スライドを交えたわたしからのお話はわりとコンパクトにしていて、少し休憩をはさんだあとは「儀賀さんと、みなさんと」という儀賀さんとのフリートークの時間も持ちました。



詩と歌とZINEと
儀賀さんのリードに委ねながら、学生のみなさんが掬してくださった「ことば」に宿る想いや記憶、講義をきいて生まれた問いを分かちあったり、儀賀さんと出会いから3年の日々で重ねてきた交流のことをお話したり、わたしの孤独だったがん体験を綴った詩を儀賀さんが歌にしてくださった2つの抒情歌、ZINE『掬することば』のことをお話したり。実際にZINEの中身や詩と歌をわたしたちの声と演奏でもお届けしながら、教室に集まったみなさんと残りの時間を過ごしました。

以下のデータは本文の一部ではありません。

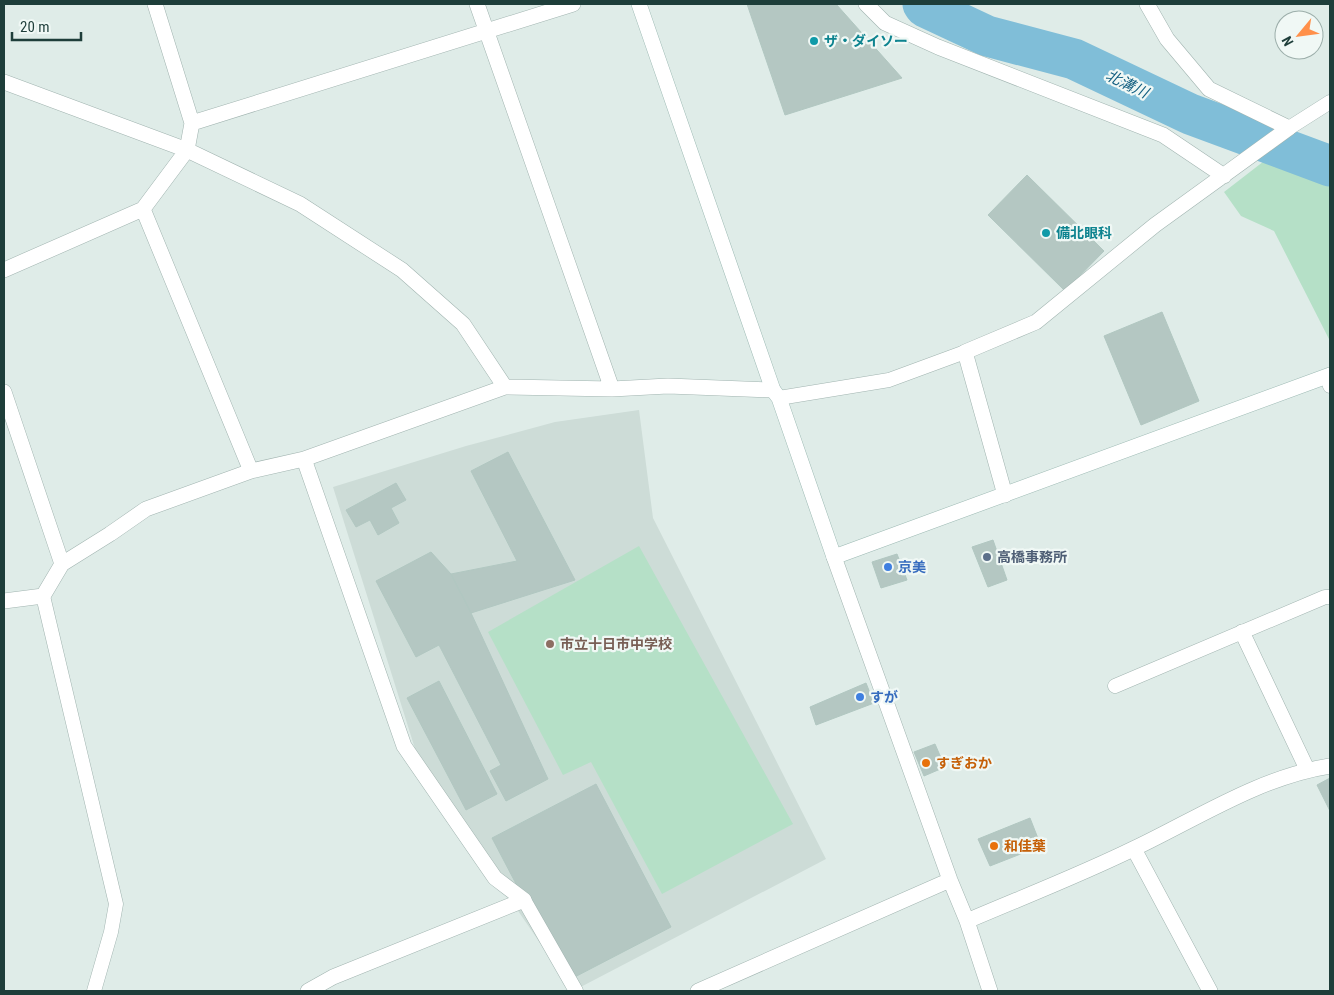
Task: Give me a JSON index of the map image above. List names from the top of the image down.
{
  "water": ["北溝川"],
  "places": [
    "ザ・ダイソー",
    "備北眼科",
    "高橋事務所",
    "京美",
    "市立十日市中学校",
    "すが",
    "すぎおか",
    "和佳葉"
  ],
  "scale_bar": "20 m",
  "north": "bottom left"
}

詳細はここには記しませんが、学生のみなさんからいただいた感想も含めて、今年もまた忘れられないことばと声をたくさんいただいたひとときとなりましたし、この日の講義でいただいたものが、その後他の大学の学生さんと過ごす時間にも生かされていったことを実感しています。
本当に、一つ一つの出会いや関わり、一瞬一瞬の積み重ねが明日のわたしを豊かにしてゆくものなのだなと。
土曜日の補講だったにも関わらず集まり、まっすぐな声をきかせてくださった学生のみなさん、本当にありがとうございました。
最後になりましたが、今年もフェリス女学院大学の学生のみなさんとともにみつめる機会をくださった儀賀さん、昨年・一昨年に引き続き一緒に時間を過ごしてくださった儀賀さんのもとで緩和ケアを学ばれている大学院生の吉田輝々さん、そして出会った学生のみなさんへの感謝の気持ちをこめて、ここに綴り残します。
本当にありがとうございました。